> _WHAT NEEDS TO BE DONE_:
Where a line in the entries below contains the word "Костић", count it. Return the total alone.

> _DATA RECORDS_:
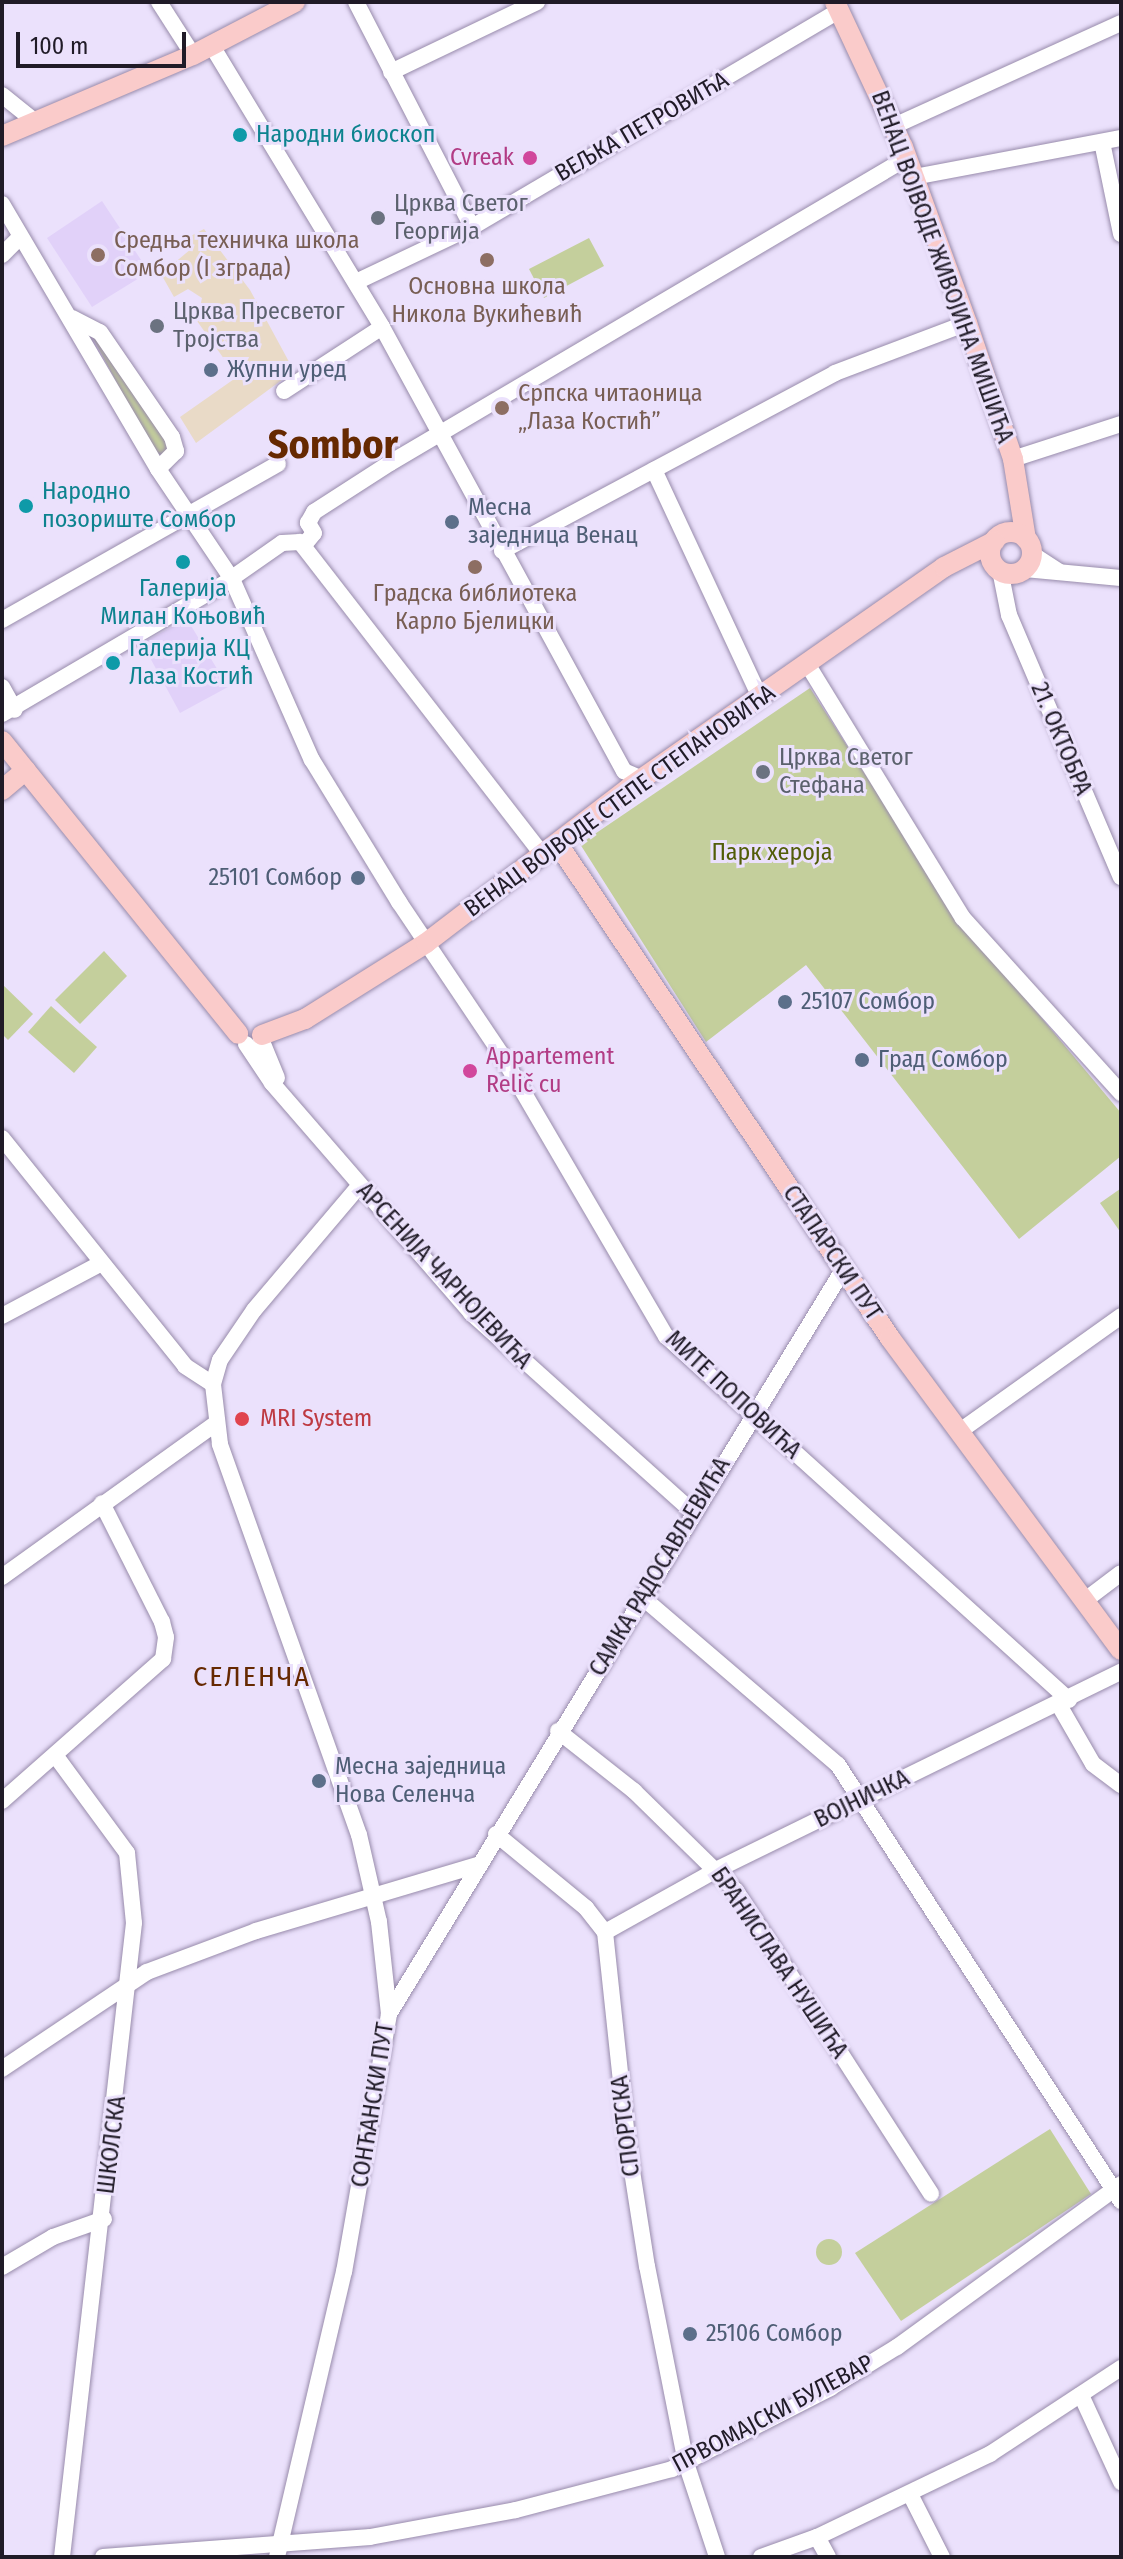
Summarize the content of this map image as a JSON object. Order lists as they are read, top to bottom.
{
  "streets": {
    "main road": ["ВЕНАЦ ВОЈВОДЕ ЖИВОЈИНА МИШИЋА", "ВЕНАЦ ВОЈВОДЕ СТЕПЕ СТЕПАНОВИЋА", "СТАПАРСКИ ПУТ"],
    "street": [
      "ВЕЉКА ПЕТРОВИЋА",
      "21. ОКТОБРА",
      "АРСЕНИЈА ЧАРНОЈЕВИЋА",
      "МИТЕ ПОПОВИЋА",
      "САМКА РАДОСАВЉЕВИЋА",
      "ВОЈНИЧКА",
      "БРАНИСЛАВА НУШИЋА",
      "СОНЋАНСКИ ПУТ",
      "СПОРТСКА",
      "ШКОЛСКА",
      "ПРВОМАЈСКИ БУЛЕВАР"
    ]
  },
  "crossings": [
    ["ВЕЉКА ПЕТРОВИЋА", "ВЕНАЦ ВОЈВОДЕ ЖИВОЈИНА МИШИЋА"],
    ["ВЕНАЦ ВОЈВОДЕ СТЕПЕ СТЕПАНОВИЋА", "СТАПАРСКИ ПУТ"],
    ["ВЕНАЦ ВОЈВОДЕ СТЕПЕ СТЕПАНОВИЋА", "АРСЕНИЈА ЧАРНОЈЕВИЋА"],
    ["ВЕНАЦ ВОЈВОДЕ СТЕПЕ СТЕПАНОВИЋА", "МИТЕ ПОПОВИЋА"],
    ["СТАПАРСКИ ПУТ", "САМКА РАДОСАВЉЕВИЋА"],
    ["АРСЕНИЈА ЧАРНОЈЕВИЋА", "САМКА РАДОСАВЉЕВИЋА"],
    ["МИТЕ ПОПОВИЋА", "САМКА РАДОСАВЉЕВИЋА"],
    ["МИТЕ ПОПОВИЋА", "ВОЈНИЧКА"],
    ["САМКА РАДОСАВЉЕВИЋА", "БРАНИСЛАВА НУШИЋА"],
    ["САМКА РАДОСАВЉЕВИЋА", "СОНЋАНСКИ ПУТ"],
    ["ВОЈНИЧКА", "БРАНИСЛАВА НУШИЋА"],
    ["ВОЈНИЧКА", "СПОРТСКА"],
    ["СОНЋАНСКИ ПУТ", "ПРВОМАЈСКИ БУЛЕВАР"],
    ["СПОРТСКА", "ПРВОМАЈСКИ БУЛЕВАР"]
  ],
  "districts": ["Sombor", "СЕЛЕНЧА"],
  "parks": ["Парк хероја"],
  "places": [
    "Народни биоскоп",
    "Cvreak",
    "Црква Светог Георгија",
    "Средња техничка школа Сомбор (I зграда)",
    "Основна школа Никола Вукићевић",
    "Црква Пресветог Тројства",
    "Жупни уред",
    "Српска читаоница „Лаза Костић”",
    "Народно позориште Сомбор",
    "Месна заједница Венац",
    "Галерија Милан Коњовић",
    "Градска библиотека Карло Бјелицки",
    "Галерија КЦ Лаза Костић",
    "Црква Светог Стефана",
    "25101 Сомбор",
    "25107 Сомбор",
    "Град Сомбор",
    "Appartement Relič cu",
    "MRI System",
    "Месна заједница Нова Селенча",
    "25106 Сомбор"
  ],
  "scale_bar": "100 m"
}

> _ANSWER TO THIS PROBLEM_:
2